Wednesday, September 22, 2021

Jazz and Justice: Part II

 Bryan Stevenson is a lawyer defending people on Death Row, a social justice advocate and author of the book  Just Mercy (also made into a movie). I had the good fortune to hear him speak many years ago at an Education Conference and remembered his 4-step prescription for healing systemic racism. 

 

1) PROXIMITY: Without spending time with people different from us, we are vulnerable to believing stereotypes of “the other” that blinds us to seeing our common humanity. Years after the legal end of Jim Crow, we remain—in our schools, our neighborhoods, our workplace— a mostly segregated society. When we start to hang out with each other, work together, play music together, party together, we can more easily refuse the call of the demagogues to demonize and hate and fear people who don’t look or act or think exactly like us. Proximity alone is not enough, but it is an important first step. 

 

Beyond simply being together in the class or office or bandstand or basketball court, we need to talk to each other and hear each other’s stories. With special attention to the stories of our fellow workers/ students/ neighbors who have been marginalized. Hear the stories of the 52 times our son-in-law was pulled over for the crime of “driving while black.” Of the “me too” moments of women, the “coming out of the closet” tales of gay people. We must get “proximate” to suffering and understand the nuanced experiences of those who suffer from and experience inequality. (see my daughter Kerala Taylor’s article My Husband Doesn’t Feel Like Being Black Today for a look at the different experience of blacks and whites in America) : https://aninjusticemag.com/my-husband-doesnt-feel-like-being-black-today-538406254a5f?sk=3f05eee708d2e13de2941adfcc989e63

 

2) NARRATIVE:  Our life is not what we experience as much as how we interpret what we experience.
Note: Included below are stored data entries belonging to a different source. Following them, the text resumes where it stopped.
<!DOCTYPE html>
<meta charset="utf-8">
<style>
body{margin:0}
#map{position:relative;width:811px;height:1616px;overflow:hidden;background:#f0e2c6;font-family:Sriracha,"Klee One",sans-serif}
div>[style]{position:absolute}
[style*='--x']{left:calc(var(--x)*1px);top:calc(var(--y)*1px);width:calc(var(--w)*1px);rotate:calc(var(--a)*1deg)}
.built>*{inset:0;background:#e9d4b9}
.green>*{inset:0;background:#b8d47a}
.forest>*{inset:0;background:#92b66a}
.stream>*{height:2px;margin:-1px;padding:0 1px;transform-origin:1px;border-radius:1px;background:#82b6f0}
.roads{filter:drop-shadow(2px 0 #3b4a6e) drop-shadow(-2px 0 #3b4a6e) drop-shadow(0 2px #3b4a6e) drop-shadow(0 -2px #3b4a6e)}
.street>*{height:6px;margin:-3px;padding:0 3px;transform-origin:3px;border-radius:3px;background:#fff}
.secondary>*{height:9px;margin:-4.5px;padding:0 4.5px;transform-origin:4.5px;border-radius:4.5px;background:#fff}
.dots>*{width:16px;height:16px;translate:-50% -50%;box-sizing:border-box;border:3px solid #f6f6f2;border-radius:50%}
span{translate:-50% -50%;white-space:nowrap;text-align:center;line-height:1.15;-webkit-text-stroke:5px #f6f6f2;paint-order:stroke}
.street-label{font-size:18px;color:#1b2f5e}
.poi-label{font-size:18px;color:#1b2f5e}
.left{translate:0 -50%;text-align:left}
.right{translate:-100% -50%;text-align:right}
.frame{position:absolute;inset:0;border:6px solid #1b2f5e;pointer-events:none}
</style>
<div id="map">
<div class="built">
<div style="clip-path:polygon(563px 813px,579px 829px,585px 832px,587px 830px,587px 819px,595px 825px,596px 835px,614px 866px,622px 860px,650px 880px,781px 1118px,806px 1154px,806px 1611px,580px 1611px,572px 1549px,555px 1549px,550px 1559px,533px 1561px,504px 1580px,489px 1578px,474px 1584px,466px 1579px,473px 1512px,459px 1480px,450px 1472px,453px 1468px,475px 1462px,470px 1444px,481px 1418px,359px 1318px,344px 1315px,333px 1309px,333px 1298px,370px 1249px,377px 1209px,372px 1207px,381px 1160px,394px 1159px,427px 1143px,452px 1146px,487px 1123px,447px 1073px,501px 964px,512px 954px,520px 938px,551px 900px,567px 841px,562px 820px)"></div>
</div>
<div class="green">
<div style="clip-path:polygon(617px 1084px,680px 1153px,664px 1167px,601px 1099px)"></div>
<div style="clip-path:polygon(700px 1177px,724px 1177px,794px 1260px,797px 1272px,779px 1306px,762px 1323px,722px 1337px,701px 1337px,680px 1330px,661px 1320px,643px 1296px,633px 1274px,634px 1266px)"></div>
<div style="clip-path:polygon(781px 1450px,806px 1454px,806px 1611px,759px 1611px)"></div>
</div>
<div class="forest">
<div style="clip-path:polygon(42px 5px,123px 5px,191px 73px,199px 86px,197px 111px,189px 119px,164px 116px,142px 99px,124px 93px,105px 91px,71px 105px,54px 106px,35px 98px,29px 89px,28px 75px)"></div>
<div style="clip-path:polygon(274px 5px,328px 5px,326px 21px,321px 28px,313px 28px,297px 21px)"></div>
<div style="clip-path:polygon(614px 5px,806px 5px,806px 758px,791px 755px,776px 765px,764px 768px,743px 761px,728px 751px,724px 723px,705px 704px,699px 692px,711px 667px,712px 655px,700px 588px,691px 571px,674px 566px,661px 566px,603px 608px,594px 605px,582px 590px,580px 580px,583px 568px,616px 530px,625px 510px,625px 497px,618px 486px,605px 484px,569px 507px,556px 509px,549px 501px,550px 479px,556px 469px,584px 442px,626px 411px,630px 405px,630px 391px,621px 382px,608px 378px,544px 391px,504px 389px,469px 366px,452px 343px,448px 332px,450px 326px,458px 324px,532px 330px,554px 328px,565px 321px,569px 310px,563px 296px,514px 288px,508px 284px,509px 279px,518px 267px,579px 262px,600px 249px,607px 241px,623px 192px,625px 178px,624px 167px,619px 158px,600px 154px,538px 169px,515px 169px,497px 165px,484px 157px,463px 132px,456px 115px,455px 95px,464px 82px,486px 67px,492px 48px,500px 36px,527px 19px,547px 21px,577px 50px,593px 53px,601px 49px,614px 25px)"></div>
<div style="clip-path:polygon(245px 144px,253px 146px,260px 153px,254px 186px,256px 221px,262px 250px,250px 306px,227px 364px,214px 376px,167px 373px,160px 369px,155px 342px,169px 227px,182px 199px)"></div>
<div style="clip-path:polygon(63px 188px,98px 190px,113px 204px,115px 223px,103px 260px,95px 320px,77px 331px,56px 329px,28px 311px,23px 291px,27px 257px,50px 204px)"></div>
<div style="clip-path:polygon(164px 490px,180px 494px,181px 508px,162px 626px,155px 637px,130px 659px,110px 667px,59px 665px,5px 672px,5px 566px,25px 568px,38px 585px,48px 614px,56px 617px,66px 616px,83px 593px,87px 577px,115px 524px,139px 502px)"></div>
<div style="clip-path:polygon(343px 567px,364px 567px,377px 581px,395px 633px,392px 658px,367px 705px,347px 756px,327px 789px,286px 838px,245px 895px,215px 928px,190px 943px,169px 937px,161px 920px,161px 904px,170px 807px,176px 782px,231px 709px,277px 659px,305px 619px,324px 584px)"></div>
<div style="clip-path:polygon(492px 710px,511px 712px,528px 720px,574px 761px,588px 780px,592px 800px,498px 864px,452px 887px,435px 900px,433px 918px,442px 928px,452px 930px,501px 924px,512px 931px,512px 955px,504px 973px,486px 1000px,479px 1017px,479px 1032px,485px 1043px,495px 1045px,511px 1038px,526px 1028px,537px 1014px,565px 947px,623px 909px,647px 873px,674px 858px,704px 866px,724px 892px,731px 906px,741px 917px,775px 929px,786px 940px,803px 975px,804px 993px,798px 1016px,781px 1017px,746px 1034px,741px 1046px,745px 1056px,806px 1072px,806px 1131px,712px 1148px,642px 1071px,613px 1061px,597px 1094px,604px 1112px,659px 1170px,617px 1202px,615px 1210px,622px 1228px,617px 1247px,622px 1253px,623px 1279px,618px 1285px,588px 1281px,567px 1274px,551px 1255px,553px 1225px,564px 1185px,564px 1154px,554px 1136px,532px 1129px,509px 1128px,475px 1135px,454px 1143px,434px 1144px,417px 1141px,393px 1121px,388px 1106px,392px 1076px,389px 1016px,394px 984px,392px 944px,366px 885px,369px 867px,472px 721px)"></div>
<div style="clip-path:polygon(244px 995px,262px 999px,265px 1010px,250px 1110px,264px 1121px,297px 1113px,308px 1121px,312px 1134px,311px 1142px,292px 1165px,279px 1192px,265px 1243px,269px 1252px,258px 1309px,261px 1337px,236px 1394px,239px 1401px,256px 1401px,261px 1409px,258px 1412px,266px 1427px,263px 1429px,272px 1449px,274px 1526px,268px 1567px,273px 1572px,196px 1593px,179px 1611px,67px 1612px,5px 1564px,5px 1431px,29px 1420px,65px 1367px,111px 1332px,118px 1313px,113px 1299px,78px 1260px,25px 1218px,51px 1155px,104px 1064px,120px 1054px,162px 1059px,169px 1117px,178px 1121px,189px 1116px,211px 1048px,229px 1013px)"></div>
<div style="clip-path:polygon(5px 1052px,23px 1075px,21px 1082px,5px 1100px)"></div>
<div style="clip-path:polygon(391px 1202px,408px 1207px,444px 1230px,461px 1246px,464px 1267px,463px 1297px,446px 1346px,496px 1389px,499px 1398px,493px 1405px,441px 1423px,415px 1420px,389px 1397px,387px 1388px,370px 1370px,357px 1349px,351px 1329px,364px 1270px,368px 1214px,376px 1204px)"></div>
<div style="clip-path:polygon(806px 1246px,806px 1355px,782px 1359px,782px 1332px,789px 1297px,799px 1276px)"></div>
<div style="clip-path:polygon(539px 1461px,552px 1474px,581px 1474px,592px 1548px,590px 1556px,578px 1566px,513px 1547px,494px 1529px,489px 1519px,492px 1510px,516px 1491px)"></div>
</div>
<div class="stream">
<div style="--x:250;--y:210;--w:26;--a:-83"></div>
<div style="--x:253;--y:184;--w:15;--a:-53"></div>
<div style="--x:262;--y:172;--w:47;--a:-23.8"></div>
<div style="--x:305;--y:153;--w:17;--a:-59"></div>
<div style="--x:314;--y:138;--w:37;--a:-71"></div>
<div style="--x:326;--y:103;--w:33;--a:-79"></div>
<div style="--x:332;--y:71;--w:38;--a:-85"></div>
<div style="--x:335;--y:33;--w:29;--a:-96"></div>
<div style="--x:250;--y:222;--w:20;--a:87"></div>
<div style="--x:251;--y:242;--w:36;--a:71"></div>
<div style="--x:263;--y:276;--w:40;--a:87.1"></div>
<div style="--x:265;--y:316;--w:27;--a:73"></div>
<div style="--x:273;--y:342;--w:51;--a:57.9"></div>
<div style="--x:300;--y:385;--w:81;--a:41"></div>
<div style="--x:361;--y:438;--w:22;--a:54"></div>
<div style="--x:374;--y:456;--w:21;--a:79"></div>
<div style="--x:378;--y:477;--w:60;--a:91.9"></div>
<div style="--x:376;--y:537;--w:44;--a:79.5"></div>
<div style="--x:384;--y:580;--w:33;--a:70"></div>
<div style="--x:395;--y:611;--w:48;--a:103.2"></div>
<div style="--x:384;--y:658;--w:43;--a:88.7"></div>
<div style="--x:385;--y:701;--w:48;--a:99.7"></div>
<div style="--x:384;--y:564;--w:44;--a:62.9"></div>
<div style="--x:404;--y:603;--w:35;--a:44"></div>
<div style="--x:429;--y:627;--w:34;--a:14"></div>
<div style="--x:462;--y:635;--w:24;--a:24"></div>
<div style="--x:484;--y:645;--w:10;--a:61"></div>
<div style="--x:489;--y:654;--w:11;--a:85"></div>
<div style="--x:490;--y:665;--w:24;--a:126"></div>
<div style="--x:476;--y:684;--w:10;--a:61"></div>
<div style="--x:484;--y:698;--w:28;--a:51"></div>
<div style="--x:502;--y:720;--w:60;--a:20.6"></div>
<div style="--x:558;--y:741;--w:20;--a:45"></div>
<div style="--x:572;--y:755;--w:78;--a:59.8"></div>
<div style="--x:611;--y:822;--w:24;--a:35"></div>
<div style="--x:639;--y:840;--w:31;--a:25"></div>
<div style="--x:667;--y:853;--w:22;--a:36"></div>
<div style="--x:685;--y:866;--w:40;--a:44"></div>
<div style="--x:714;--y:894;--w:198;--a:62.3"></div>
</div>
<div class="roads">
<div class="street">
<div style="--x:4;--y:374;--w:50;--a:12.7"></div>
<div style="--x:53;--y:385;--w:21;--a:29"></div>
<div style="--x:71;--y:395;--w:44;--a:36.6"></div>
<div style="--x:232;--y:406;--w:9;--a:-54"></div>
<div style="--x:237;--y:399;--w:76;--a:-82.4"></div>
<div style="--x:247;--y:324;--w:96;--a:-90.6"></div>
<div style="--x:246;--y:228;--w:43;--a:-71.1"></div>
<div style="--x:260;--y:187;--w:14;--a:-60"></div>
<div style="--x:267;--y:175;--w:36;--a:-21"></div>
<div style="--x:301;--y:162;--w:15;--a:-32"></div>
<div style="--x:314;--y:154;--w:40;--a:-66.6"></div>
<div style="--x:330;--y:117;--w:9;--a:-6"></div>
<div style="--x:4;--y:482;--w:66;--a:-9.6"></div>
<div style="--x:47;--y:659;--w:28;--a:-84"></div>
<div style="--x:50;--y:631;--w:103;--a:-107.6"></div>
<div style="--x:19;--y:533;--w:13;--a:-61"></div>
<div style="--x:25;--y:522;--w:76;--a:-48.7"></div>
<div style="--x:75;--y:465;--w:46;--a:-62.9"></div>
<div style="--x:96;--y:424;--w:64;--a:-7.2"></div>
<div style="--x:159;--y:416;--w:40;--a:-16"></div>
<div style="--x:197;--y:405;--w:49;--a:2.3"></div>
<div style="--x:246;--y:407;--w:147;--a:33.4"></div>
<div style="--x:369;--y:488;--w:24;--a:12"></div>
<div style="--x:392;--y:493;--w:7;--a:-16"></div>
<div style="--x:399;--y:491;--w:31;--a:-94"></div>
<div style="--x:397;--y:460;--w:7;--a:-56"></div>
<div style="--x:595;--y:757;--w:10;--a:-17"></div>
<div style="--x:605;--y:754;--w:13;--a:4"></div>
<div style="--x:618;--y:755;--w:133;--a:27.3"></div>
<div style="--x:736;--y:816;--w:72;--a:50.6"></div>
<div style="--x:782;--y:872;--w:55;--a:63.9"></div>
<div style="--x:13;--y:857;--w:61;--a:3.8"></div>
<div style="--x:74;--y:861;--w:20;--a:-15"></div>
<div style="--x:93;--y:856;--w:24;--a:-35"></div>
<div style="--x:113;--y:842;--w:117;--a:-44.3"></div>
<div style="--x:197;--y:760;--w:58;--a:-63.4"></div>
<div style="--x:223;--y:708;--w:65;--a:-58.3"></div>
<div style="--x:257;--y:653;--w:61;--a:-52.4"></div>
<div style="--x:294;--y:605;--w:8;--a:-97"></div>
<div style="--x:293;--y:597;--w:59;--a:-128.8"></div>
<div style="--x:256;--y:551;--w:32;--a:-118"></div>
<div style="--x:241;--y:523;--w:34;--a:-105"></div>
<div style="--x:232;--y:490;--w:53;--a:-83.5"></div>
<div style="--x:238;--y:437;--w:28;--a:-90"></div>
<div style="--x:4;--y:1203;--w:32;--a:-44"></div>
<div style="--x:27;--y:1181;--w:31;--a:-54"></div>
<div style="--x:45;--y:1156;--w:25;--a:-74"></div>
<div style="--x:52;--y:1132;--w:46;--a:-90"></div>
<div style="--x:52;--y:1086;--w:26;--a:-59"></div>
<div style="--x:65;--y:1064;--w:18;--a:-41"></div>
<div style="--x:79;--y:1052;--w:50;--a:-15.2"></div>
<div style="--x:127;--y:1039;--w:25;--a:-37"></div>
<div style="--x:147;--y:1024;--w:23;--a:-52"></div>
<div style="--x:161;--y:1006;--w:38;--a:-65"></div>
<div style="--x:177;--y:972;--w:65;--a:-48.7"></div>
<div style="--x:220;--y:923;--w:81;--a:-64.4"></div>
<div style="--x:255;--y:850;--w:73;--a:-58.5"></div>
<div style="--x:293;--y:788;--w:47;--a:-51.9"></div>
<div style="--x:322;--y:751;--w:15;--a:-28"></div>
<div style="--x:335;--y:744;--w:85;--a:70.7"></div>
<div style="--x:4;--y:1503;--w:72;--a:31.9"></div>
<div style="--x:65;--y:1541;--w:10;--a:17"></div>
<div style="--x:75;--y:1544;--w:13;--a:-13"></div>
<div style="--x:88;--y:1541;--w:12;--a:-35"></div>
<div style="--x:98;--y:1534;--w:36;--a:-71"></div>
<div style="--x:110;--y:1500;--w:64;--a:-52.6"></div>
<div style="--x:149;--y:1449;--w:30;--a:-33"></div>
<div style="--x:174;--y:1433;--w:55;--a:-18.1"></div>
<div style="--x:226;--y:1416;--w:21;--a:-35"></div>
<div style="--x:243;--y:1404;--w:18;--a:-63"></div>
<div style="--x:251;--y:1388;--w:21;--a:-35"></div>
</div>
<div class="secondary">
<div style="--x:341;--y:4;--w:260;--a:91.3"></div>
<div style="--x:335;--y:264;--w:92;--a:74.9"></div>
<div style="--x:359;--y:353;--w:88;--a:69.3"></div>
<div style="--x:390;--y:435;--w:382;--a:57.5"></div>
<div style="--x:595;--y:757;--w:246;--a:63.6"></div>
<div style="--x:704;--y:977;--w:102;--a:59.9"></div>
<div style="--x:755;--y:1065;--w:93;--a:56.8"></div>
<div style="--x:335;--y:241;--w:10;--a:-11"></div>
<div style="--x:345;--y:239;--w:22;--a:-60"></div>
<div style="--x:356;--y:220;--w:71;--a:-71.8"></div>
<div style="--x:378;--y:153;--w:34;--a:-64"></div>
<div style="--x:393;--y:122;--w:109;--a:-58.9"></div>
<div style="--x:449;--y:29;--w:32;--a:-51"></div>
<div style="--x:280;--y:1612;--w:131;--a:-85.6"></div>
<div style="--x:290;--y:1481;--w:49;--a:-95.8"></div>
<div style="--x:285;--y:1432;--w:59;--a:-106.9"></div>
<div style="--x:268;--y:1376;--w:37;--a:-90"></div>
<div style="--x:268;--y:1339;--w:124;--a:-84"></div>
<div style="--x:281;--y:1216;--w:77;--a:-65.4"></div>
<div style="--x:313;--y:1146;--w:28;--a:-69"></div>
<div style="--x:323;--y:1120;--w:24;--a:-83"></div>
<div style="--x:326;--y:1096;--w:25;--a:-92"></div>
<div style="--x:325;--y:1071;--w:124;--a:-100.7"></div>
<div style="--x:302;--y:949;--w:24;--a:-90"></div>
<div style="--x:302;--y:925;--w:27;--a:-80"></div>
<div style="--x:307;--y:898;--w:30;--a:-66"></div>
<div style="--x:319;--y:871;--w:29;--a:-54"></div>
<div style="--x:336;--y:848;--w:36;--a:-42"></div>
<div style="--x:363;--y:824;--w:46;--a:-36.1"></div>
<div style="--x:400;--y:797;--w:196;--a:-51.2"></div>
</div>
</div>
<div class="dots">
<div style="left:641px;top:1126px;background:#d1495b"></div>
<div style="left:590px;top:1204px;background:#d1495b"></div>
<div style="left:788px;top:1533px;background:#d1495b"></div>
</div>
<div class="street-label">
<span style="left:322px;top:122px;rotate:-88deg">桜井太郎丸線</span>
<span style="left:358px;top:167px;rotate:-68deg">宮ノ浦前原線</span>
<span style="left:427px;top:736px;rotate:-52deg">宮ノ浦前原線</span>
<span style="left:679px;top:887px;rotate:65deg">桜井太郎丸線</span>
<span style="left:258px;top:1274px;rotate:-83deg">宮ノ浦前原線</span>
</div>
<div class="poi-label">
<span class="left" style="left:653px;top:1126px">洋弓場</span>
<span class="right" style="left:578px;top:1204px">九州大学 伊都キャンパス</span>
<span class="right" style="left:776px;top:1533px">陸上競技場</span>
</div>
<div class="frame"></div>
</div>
Or seen from another angle, our inherited assumptions—from our family, our schools, our churches and temples, our culture’s mainstream media—determine what we experience, give it a distinct shape and color, give it a meaning according to the narrative that we carry with us. That narrative is often unconscious, fed to us from the above sources without questioning until we read something, experience something, meet somebody, that makes us stop and question it. 

 

The spoken and unspoken narrative of White Supremacy has driven our culture from its inception and continues to cause great damage in both subtle and overt ways.  Black and white kids can be proximate to each other in the integrated school, but still not mix in the cafeteria or understand the different experiences they have in the same country or discuss how this narrative hurts them both. Without examining or understanding or questioning the assumptions of white supremacy, nothing will change.

 

3) DISCOMFORT: We must be willing to do things that are uncomfortable. Stevenson observed that fighting—sometimes in vain—for the rights of some of the most downtrodden members of society can feel uncomfortable. However, there is restorative power in doing so. He is committed to working for equality not only because he wants to fix a broken system, but because he recognizes his own brokenness in the brokenness of those he serves. It is extremely comfortable for teachers to teach that 1+1=2, Paris is the capital of France and 6/8 is called a compound musical meter, but extremely difficult to bring up the things that most people would rather not talk about. And that’s what keeps them going.

 

4) HOPE: Hope is a prime ingredient in working for social change. Without faith in the capacity of human beings to change, to re-consider, to become better versions of themselves, every teacher would change professions. Hope is also a verb, an active participation in giving feet to vision, muscle to our dream of what the world can be without any guarantee that it will become so. As former Czech President Vaclev Havel said: 

 

Hope is not the conviction that something will turn out well but the certainty that something makes sense, regardless of how it turns out.

 

Justice makes sense. It is worthy of our hope.